- Author: Jeannette E. Warnert
When droughts strike California, people who rely on shallow domestic wells for their drinking, cooking and washing water are among the first to feel the pain. Aquifers have become depleted from decades of overuse. Drilling deeper is an option for farmers, but prohibitively expensive for low-income residents in disadvantaged communities in the San Joaquin Valley.
A UC scientist believes managed aquifer recharge on agricultural lands close to populations with parched wells is a hopeful solution.
Helen Dahlke, professor in integrated hydrologic sciences at UC Davis, has been evaluating scenarios for flooding agricultural land when excess water is available during the winter in order to recharge groundwater. If relatively clean mountain runoff is used, the water filtering down to the aquifer will address another major groundwater concern: nitrogen and pesticide contamination.
“The recharge has the potential to clean up groundwater,” she said.
Five years ago, UC Cooperative Extension specialist Toby O'Geen developed an interactive map that identifies 3.6 million acres of California farmland with the best potential for replenishing the aquifer based on soil type, land use, topography and other factors. Dahlke and her colleagues analyzed the map and identified nearly 3,000 locations where flooding suitable ag land will recharge water for 288 rural communities, half of which rely mainly on groundwater for drinking water. The research was published by Advancing Earth and Space Science in February 2021.
“If we have the choice to pick a location where recharge could happen, choose those upstream from these communities,” Dahlke said. “Recharge will create a groundwater mound which is like a bubble of water floating in the subsurface. It takes time to reach the groundwater table.
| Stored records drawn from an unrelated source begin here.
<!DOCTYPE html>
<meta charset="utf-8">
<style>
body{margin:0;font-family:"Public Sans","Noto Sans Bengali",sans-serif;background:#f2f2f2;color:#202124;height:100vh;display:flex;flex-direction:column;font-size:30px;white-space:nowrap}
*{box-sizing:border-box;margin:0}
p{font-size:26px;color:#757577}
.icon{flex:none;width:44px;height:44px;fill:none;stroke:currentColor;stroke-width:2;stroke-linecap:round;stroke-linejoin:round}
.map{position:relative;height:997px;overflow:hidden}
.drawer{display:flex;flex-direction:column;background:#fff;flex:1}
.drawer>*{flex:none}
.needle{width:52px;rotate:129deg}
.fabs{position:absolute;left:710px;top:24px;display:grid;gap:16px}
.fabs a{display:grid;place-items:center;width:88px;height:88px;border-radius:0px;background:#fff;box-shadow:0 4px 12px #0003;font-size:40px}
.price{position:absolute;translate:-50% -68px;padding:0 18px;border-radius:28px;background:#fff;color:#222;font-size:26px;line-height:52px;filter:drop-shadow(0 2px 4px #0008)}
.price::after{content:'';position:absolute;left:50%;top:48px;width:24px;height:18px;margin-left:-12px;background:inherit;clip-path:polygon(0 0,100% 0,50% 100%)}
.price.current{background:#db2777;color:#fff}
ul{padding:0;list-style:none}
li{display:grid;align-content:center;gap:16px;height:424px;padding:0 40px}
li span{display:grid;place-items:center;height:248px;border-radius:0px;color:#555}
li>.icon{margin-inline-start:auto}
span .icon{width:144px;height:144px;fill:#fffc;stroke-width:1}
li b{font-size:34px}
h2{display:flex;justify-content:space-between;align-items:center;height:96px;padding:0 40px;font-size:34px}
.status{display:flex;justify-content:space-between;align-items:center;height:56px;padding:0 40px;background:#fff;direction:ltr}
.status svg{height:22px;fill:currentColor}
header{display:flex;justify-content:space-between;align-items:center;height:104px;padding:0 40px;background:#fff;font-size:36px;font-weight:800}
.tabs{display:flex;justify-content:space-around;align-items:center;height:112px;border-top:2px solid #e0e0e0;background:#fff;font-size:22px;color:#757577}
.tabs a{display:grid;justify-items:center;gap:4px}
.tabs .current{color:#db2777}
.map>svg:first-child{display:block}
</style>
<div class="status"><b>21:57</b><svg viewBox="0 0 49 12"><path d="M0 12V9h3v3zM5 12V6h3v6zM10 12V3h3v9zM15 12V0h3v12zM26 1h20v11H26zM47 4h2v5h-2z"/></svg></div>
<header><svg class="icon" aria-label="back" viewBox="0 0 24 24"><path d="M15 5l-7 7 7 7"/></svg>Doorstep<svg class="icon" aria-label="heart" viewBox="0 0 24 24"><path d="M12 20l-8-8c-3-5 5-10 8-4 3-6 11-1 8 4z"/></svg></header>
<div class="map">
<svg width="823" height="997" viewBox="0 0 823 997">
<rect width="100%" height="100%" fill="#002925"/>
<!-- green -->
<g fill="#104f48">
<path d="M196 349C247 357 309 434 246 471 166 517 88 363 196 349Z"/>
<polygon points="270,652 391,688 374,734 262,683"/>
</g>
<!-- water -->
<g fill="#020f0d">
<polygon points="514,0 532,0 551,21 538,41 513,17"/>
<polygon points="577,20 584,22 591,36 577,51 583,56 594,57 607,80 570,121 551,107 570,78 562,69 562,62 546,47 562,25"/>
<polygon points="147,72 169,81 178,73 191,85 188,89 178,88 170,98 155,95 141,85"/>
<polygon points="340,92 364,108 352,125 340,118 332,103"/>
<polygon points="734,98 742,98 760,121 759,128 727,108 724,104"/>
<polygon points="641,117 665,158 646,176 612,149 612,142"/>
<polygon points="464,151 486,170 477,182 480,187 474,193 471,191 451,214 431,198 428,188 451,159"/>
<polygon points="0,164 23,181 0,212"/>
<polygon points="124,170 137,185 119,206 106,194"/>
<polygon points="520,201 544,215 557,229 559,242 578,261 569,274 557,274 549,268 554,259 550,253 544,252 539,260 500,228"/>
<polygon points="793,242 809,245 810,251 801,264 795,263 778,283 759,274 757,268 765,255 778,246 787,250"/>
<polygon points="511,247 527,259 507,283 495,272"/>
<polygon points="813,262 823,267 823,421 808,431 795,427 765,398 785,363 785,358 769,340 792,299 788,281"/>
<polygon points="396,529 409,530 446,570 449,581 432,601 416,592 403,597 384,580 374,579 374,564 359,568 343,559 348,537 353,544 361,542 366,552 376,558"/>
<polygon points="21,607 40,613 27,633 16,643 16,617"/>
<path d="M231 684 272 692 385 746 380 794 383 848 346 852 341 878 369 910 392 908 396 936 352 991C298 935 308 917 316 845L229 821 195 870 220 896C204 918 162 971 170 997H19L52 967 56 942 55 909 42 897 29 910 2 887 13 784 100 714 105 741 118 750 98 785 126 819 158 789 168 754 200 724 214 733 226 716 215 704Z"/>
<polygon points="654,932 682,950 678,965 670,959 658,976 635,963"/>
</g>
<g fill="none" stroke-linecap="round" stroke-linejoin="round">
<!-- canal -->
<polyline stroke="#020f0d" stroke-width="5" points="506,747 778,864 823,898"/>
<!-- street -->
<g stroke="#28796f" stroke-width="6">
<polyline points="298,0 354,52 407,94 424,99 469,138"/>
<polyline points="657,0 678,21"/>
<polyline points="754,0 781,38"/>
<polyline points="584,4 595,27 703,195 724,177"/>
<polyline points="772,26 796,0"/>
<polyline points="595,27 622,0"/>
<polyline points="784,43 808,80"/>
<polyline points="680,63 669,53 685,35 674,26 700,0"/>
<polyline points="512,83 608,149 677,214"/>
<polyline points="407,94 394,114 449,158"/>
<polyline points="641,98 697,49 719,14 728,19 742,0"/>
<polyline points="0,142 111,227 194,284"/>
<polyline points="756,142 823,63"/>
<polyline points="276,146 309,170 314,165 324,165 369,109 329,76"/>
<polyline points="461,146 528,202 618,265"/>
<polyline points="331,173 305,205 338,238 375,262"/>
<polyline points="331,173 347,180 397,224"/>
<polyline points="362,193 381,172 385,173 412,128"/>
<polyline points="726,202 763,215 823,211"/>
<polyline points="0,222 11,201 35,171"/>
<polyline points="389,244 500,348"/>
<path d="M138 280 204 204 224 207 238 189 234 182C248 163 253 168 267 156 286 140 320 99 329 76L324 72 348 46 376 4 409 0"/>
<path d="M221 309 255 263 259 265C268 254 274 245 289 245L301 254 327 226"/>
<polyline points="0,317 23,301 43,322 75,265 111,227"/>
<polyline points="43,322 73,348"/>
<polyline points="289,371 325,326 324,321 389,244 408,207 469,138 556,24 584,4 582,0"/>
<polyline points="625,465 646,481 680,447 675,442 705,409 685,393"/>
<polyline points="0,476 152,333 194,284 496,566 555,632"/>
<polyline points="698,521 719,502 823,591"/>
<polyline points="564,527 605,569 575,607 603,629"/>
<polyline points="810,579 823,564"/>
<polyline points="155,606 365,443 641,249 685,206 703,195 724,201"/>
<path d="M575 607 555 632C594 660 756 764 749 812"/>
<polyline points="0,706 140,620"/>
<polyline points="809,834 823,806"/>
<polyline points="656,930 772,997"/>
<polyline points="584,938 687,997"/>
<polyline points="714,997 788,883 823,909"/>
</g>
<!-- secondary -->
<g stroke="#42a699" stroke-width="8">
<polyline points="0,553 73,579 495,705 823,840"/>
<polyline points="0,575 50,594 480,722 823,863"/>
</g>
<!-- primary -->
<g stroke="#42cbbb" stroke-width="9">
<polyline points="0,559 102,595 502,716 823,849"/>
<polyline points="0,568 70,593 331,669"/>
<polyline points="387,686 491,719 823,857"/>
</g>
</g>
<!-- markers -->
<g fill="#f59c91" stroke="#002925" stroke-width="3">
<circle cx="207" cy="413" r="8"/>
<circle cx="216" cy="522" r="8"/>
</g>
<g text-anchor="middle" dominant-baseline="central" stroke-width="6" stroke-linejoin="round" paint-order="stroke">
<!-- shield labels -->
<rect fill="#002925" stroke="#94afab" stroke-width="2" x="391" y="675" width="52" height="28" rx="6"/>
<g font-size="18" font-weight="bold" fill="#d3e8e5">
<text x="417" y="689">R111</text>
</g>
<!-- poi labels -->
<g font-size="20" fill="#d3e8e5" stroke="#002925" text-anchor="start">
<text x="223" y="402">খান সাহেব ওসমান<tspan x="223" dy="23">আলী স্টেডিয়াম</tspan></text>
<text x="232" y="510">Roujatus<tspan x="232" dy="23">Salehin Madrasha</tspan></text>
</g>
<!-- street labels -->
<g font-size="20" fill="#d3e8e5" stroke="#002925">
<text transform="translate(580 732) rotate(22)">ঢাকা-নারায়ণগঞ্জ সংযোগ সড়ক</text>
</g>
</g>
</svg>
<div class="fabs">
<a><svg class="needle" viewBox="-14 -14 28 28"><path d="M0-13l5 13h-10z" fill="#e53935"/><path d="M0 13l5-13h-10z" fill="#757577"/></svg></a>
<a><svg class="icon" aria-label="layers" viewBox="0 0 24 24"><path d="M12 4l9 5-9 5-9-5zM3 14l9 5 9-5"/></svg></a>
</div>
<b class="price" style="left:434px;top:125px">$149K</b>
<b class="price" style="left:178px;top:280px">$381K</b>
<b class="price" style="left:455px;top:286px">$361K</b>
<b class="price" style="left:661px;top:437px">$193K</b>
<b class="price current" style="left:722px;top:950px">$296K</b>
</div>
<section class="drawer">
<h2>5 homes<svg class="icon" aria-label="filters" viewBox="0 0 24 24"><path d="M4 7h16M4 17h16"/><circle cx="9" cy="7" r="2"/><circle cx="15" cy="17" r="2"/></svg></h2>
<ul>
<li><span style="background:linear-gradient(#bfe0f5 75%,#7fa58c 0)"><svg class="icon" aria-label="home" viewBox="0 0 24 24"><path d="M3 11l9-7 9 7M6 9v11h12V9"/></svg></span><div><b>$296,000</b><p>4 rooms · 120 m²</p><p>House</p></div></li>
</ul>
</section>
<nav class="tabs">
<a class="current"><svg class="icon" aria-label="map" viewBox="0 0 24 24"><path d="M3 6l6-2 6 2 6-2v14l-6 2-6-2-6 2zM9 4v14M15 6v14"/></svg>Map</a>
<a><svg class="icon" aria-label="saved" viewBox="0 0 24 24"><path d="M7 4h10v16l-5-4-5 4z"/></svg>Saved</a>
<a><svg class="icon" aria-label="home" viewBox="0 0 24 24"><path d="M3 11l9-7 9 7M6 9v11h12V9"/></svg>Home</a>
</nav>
That bubble floating higher above the groundwater table might just be enough to provide for a community's water needs.”
Filling reservoirs under the ground
Many climate models for California suggest long-term precipitation amounts will not change, however, the winter rainy season will be shorter and more intense.
“That puts us in a difficult spot,” Dahlke said. “Our reservoirs are built to buffer some rain storms but are mainly built to store the slowly melting snowpack in the spring. In the coming years, all the water will come down earlier, snowmelt likely in March and April and more water in winter from rainfall events.”
She is working with water districts and farmers to consider a change in managing water in reservoirs.
“We want to think about drawing reservoirs empty and putting the water underground during the fall and early winter. Then you have a lot of room to handle the enormous amounts of runoff we expect when we have a warm atmospheric river rain event on snow in the spring,” she said. “However, farmers are hesitant. They like to see water behind the dams.”
Interest in groundwater banking has been lifted with the implementation of the 2014 Sustainable Groundwater Management Act (SGMA). The law requires governments and water agencies to stop overdraft and bring groundwater basins into balanced levels of pumping and recharge by 2040. Before SGMA, there were no statewide laws governing groundwater pumping and groundwater was used widely to irrigate farms when surface supplies were cut due to drought.
“For some of the drought years, overdraft was estimated to be as high as 9 million acre-feet a year,” Dahlke said.
Dahlke believes wintertime flooding for groundwater recharge can help water districts meet SGMA rules. “We have to do anything we can to store any surplus water that becomes available to save it for drier times and our aquifers provide a huge storage for that,” she said.
The Dahlke lab is collaborating with UC Agriculture and Natural Resources farm advisors and specialists and with scientists at other UC campuses to learn about agronomic impacts of flooding a variety of agricultural crops, including almonds, alfalfa and grapes.
In the San Joaquin Valley, UC Cooperative Extension irrigation specialist Khaled Bali led an intermittent groundwater recharge trial on alfalfa. The researchers applied up to 16 inches per week with no significant impact on alfalfa yield.
“You could do groundwater recharge in winter and then turn the water off completely and still get a cutting or two of alfalfa before summer,” he said.
This past winter, Dahlke was prepared to flood 1,000 acres of land with water from the Consumnes River. Even though winter 2020-21 was another drought year, the research will go on. Her team was able to flood a 400-acre vineyard and, in collaboration with scientists from UC Santa Cruz, deploy sensors in the field to measure infiltration rates to better understand whether sediment in the flood water could clog pores in the soil. Her team also collaborates with Ate Visser of Lawrence Livermore National Laboratory in using isotope and noble gas data to determine the groundwater age and flow.
The Dahlke Lab's groundwater banking project has planned more studies in groundwater basins across the state to close knowledge gaps on suitable locations, technical implementation and long-term operation. They also plan to address operational, economic and legal feasibility of groundwater banking on agricultural land.